:: EXERCISE BRIEF ::
The result should be every line in the data below that carries the string "Math".

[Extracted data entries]
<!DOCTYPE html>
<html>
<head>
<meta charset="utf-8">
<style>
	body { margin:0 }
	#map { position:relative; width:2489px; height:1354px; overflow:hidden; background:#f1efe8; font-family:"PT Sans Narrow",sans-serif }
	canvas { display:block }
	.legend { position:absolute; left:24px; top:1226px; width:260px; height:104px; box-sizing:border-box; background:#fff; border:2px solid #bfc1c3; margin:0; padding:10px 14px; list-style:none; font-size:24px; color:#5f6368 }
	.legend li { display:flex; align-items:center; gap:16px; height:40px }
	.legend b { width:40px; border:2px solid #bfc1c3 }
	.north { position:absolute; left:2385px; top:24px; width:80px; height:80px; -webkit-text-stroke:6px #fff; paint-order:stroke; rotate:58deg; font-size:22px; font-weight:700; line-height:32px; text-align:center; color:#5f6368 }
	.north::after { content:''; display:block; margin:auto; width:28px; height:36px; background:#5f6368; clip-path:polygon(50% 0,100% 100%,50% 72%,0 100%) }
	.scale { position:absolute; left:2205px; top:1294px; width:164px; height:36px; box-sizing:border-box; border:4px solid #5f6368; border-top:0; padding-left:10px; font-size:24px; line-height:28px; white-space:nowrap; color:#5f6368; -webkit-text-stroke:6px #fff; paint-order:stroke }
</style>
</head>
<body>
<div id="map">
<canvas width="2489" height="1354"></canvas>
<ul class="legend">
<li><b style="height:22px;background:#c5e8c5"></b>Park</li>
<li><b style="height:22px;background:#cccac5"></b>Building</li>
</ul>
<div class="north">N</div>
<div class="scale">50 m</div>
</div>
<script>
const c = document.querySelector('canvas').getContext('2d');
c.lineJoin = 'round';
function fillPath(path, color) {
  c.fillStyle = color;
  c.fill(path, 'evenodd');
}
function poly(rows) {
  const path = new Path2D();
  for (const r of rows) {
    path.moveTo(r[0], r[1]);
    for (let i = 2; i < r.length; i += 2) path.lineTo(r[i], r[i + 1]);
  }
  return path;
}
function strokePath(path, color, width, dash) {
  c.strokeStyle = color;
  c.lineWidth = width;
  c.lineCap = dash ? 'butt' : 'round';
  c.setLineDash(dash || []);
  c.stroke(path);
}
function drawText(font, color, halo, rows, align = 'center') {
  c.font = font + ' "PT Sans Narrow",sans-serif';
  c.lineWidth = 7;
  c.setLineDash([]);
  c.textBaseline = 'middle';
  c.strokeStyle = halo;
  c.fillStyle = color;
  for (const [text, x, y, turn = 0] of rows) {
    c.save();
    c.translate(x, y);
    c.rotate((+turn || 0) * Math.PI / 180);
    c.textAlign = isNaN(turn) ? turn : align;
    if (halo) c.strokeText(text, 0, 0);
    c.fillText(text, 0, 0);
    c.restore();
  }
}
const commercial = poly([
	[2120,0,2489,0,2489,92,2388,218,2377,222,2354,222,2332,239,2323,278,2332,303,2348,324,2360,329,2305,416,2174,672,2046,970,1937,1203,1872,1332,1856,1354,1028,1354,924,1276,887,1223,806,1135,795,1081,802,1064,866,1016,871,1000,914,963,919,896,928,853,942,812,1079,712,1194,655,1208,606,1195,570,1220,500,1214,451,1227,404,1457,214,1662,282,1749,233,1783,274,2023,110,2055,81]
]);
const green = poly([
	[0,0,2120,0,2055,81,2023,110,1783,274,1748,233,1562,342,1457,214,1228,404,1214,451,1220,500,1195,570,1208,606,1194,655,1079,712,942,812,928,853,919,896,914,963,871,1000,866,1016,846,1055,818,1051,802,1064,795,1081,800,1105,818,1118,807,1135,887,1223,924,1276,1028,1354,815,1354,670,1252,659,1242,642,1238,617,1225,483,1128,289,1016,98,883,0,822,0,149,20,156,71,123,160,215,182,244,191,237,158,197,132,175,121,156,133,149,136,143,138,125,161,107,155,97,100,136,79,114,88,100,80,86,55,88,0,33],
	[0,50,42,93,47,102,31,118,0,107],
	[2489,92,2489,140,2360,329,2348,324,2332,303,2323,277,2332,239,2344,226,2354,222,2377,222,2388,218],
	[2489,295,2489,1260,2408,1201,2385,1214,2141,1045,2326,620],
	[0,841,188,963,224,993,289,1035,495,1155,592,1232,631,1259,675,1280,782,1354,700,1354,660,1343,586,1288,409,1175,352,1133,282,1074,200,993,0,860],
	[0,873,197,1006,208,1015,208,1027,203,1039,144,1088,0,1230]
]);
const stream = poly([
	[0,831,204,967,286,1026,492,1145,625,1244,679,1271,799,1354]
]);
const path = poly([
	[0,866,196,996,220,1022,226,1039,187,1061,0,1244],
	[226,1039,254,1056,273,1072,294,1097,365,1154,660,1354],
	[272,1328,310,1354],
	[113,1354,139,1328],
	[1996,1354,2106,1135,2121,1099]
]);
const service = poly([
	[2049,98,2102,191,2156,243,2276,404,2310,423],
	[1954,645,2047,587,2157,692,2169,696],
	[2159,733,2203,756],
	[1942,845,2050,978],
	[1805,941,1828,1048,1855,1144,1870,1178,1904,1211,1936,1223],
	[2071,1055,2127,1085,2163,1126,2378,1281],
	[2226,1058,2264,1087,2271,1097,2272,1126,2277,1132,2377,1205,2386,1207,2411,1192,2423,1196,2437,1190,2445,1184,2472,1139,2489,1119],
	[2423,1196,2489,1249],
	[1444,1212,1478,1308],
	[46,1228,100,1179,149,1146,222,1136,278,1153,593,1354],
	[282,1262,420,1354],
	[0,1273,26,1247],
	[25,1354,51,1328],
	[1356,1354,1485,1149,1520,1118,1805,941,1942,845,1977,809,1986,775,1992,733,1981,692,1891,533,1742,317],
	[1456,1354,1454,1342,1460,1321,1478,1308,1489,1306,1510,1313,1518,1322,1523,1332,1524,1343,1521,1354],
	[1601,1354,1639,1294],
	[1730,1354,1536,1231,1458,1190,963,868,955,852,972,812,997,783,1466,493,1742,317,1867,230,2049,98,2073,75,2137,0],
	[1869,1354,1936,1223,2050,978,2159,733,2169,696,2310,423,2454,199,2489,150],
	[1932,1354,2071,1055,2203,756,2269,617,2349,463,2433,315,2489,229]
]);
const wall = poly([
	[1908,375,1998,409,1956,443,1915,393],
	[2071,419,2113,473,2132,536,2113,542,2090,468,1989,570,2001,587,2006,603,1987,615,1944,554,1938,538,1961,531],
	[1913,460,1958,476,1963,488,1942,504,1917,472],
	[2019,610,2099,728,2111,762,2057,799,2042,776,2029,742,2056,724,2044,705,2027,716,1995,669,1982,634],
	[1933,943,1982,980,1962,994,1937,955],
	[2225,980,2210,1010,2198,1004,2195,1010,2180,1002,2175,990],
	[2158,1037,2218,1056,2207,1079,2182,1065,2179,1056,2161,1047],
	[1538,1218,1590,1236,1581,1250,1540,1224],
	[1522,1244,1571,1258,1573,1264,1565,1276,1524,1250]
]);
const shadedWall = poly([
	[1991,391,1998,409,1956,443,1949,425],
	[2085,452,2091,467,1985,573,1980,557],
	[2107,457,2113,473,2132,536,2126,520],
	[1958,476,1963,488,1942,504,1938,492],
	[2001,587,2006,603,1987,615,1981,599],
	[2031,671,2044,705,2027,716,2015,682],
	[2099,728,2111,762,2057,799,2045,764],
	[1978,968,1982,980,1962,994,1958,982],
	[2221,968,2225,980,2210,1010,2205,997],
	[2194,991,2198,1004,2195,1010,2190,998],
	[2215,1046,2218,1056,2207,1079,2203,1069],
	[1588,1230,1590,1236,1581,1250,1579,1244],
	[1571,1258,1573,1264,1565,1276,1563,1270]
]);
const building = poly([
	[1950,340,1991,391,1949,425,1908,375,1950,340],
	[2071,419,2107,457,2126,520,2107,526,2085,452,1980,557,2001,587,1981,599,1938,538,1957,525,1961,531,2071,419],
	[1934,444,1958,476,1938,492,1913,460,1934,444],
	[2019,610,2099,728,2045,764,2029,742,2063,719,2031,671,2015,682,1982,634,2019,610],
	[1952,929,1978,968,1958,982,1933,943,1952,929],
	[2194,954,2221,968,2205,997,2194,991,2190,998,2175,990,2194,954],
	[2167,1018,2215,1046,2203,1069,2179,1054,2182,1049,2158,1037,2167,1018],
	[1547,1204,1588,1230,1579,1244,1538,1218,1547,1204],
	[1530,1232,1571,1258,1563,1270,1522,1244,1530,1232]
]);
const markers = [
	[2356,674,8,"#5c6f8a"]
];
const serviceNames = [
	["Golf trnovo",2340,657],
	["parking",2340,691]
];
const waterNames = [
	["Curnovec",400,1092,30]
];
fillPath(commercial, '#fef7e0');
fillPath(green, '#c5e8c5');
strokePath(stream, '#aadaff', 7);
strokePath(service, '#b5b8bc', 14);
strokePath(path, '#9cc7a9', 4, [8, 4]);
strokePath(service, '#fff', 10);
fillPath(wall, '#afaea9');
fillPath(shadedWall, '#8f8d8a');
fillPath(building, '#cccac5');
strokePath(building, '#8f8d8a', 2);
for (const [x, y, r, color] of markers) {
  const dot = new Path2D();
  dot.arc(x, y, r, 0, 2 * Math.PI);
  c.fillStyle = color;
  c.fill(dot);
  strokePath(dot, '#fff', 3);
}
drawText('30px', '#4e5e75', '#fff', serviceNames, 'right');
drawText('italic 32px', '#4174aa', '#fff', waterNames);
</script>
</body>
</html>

:: RESULT ::
    c.rotate((+turn || 0) * Math.PI / 180);
  dot.arc(x, y, r, 0, 2 * Math.PI);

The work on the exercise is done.